Wednesday, December 30, 2009

Harper suspends Parliament ... again!

Why?

This is not Windows... that you can restart with Cntrl-Alt-Delete whenever you want to and all is well. This is the engine of our functioning democracy.

More than Harper, our Governor General Michele Jean should be ashamed. Perhaps there was a reason to prorogue Parliament last year due to the Coalition. There is no reason to do so now.

This might be the first of many that entices people who were OK with Harper and uncomfortable with Ignatieff to start voting Liberal again.

13 comments:

Larry said...

The Libs did it in 2002 and 2003. I'm not a fan of the prorogue but it is a tool the governing party gets to use...like it or not.

mezba said...

Hi Larry, thanks for the comment.

To me proroguing doesn't serve any useful purpose and should be abolished.

Anonymous said...

Actually the Liberals under Cretien did a total of four times. Too bad blogs weren't such a prolific form of critique back then. Would Liblogs have called it the moves of a great strategic leader back then?

mezba said...

Hello Anonymous,

perhaps you missed the number of times I am criticizing Ignatieff.

Liberals are not all clone troopers unlike the Conservative supporters.

Prorogue = bad for democracy

Anonymous said...

via David Akin blog;

Jean Chretien prorogued Parliament four times during his time as Prime Minister: February 5, 1996; September 18, 1999; September 16, 2002; and November 12, 2003.

On each occasion, the Liberals killed their own legislation. Several bills ended up dying over and over again due to Liberals proroguing Parliament or calling early elections.

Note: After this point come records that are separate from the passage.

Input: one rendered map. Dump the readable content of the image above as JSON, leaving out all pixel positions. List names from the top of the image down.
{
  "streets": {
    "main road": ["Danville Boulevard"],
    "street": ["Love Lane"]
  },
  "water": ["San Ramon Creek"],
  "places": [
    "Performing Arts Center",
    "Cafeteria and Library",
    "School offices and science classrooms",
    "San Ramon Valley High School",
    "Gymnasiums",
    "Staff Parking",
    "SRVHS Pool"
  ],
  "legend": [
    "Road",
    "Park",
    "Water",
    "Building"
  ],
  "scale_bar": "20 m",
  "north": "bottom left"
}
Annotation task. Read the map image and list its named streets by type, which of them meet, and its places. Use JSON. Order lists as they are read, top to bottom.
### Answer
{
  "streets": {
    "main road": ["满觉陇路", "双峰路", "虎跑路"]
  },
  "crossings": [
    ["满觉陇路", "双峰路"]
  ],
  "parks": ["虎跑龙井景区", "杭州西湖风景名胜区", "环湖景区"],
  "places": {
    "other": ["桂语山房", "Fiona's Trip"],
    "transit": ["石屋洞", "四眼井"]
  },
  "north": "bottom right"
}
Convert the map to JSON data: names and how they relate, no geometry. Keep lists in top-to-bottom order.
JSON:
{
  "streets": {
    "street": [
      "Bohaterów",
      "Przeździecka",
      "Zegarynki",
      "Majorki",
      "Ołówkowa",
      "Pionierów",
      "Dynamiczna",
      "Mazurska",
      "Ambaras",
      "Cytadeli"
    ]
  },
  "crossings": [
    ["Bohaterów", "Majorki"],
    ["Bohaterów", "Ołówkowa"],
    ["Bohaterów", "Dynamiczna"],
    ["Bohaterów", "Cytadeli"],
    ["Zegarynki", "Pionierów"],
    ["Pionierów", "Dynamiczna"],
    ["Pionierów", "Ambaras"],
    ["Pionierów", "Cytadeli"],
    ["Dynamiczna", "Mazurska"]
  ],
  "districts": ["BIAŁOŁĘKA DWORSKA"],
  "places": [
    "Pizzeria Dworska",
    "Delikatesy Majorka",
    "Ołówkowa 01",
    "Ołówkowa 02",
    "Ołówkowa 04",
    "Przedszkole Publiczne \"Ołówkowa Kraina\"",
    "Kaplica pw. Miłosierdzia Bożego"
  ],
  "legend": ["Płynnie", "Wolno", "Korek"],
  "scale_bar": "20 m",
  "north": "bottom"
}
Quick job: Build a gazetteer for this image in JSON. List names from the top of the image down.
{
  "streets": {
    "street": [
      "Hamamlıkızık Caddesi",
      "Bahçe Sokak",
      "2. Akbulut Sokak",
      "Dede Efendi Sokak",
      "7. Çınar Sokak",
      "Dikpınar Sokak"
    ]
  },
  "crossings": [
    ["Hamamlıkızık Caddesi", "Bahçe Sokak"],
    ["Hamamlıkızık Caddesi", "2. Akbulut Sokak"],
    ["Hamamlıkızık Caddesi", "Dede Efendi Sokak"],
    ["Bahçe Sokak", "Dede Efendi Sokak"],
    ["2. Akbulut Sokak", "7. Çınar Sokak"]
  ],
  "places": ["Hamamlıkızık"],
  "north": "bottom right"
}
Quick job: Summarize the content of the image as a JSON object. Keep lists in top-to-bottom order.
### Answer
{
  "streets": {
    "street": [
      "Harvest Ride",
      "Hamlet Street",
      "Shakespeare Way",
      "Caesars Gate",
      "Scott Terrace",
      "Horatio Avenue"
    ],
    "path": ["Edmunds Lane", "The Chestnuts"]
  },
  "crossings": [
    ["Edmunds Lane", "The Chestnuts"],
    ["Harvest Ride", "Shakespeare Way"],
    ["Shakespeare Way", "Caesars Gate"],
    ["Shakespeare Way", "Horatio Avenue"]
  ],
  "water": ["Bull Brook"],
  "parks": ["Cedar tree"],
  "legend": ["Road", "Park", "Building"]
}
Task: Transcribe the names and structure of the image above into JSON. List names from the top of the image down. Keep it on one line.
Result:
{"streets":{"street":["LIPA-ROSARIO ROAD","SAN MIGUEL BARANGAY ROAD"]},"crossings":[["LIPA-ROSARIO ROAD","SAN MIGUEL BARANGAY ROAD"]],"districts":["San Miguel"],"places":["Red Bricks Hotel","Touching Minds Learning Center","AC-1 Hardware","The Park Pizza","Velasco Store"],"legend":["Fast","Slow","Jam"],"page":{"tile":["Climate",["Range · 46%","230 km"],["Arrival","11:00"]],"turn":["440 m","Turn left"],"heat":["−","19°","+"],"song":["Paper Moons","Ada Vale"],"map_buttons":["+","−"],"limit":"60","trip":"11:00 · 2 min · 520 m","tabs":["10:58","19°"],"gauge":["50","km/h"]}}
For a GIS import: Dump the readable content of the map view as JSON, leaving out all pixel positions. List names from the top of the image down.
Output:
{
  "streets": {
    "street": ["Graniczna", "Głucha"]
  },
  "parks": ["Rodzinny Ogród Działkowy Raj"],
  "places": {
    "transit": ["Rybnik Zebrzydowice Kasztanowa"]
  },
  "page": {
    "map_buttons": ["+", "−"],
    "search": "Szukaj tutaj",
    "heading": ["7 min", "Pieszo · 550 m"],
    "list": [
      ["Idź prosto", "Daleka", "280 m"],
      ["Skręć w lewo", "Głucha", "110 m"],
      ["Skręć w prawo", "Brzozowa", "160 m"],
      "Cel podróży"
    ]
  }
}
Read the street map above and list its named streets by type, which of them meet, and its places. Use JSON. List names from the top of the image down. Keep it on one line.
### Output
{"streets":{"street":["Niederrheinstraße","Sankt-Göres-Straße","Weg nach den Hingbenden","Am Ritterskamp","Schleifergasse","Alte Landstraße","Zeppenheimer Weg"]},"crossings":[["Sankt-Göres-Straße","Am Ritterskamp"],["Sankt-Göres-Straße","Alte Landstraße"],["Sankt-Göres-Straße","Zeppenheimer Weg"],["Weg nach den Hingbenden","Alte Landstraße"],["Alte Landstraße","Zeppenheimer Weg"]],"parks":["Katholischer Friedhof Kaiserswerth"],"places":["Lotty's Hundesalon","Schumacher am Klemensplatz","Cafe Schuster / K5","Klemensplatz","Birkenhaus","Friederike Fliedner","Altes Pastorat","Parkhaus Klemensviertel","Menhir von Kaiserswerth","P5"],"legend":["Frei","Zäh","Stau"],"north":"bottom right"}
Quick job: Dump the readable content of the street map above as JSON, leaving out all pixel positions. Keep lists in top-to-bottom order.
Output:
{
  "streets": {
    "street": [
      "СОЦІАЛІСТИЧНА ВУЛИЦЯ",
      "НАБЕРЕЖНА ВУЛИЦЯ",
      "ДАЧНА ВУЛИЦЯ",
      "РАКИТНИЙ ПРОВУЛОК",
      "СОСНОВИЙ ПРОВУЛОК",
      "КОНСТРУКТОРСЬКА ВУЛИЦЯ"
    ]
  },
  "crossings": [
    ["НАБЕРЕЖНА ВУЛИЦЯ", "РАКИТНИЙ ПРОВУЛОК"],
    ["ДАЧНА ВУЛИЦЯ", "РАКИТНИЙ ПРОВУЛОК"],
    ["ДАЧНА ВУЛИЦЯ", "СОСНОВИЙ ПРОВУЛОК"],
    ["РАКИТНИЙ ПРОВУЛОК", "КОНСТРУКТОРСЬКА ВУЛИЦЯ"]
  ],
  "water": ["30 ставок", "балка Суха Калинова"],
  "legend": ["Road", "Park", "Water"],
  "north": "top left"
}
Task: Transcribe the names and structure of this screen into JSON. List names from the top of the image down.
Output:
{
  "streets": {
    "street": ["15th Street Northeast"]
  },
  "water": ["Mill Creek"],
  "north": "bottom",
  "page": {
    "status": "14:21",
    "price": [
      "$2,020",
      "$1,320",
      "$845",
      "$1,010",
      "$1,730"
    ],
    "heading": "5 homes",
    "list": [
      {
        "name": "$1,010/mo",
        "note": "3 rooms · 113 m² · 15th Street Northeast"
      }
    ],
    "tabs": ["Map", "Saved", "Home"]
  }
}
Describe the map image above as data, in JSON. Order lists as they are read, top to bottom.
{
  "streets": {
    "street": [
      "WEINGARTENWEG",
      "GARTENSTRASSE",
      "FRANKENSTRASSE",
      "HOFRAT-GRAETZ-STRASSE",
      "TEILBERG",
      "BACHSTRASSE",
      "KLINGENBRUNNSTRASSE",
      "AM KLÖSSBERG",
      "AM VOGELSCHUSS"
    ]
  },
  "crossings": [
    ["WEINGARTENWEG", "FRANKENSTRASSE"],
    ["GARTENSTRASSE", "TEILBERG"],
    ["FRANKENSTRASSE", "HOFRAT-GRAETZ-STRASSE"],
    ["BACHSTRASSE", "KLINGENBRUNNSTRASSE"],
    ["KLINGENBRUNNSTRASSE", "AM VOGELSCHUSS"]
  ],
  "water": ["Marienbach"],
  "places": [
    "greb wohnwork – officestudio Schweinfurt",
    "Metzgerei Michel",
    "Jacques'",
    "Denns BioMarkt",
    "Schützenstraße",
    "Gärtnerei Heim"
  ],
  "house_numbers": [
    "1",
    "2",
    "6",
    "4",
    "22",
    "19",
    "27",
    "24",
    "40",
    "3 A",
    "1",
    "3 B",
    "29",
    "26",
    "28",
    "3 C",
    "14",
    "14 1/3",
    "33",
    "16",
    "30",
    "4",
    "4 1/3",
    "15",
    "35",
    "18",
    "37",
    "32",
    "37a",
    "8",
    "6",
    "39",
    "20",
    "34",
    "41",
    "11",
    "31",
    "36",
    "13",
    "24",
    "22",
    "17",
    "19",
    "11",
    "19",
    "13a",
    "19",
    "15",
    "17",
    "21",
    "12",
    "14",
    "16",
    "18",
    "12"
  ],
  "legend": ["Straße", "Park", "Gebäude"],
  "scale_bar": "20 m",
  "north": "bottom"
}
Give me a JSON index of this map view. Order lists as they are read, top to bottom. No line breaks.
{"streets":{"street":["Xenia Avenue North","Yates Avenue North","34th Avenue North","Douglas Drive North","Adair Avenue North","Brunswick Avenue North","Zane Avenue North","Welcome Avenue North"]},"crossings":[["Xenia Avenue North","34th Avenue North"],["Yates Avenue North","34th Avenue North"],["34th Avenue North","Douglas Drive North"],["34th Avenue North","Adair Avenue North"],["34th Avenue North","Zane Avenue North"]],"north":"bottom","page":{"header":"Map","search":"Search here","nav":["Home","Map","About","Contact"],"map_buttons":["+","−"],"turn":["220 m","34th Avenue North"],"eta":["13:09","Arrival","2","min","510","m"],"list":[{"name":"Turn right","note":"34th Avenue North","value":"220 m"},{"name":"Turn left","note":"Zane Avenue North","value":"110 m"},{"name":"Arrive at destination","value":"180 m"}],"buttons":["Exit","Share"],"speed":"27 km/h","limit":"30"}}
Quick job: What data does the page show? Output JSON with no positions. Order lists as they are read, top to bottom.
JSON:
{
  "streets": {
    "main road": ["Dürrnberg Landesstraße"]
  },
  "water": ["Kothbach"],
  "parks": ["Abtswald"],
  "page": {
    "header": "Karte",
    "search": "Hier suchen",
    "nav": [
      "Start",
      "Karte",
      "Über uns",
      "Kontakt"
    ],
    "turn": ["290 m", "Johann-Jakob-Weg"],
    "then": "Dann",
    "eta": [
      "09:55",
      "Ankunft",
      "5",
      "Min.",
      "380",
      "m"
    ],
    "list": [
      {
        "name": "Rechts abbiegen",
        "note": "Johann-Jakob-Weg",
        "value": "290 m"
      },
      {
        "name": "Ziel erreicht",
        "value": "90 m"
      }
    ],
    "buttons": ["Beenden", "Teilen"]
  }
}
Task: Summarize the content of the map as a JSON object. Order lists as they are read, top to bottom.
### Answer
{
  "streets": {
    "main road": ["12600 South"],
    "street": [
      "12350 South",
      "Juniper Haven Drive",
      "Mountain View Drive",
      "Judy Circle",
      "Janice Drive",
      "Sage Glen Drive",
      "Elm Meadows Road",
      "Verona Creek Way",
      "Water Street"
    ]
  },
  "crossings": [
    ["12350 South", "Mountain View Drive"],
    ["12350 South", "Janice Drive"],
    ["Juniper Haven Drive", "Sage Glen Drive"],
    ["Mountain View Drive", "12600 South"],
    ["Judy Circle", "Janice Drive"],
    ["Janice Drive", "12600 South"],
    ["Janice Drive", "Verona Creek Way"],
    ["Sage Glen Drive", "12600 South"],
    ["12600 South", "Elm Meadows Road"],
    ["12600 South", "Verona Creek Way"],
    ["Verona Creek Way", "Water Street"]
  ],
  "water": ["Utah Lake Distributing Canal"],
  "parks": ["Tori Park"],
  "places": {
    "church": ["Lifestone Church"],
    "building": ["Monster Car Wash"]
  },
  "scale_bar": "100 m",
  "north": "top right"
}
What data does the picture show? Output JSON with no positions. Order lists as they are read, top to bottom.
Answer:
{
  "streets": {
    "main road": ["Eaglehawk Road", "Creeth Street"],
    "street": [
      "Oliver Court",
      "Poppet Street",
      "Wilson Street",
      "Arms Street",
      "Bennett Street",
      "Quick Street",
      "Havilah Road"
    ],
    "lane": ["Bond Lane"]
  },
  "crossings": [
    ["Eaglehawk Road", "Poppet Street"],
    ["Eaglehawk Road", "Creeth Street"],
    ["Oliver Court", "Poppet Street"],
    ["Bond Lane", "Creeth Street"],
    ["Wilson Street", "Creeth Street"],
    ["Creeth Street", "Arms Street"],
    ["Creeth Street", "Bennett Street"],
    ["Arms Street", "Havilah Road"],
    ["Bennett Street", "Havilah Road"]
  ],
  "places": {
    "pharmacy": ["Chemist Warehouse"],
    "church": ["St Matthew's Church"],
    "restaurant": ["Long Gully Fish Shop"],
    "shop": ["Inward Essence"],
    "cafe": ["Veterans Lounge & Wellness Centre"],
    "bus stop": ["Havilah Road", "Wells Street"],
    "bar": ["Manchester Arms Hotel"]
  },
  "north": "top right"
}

September 16, 2002 – After a summer of Liberal in-fighting and Jean Chretien being forced to announce his planned retirement date in August, Chretien prorogued Parliament, killing legislation so that he could unveil his legacy agenda.

According [to] Eddie Goldenberg, Chretien decided to have a Throne Speech just to test the will of the Martinite forces who were trying to push him out early: Chretien was happy. “I like that. It is exactly what we just discussed. Prepare me a statement. But just one more thing,” said the old fox. “I want a Throne Speech in the fall. The government will stand or fall on it. If they want to vote against me on it, then it is the one case in which I will run again.” (Eddie Goldenberg, The Way it Works, p. 380)

November 12, 2003 – Jean Chretien announced that Parliament was prorogued on the eve of the Liberal leadership convention (so Chretien and Martin didn’t have to sit together in the House of Commons and face a dispute over who was Prime Minister). Martin did not become Prime Minister until December 12, 2003 and Parliament did not resume until February 2, 2004 – almost four months later

The current session has lasted as long as many comparable sessions under the Liberals, and longer than several of the sessions under Jean Chretien and Paul Martin.

mezba said...

All of the above reinforces my original point.

It's amazing that any criticism of Harper is met with "well the Liberals did it too."

So Harper is no better than the worst of the Liberals!

Kirbycairo said...

There is a major point missing here. It is tradition in the British Parliamentary system that you cannot prorogue parliament unless the GG or the Queen is certain that you have the confidence of the House. Thus when Cretien Prorogued he did so with a majority and therefore, a priori, the confidence of the House. For a PM to Prorogue simply in order to avoid question of a coverup when he is in a minority position is an entirely different story. The question is not, therefore, prorogation; the question is whether the PM is use prorogation to manipulate the general will of the House of Commons. This difference goes to the very heart of legitimacy and the question of whether or democracy is under threat.

mezba said...

Hi kirbycairo,

thanks for bringing up an excellent point.

It seems Harper will use prorogue to run away from the Parliament every time he is in trouble.

mezba said...

To the Anon who has commented with some allegations against Trudeau, if you stop being Anonymous, and link to some sources for your allegations, perhaps then I can publish your comment.

Rotterdam said...

People want to see the Vancouver games, not the Ottawa games.

The Liberal "your time is up" party, don't get it, never will.

mezba said...

wow... with this attitude no wonder Parliament gets prorogued again and again.

Shane said...

Chretien never ran a minority govt. Chretien prorogued majorities before session end because bills were all passed and the work he set out to accomplish in the earlier Throne Speech was completed. This is a common occurrence with majority governments. Harper, in a minority, went on strike without completing his work, leaving countless bills suspended to die. There is absolutely NO reason to prorogue Parliament in a minority situation that still has ‘confidence’ in the House – other than to hide from facing questions on your policy decisions. Comparing the two situations is disingenuous at worst; completely ignorant of our Parliamentary system at best.

mezba said...

Shane, thanks for that piece of information.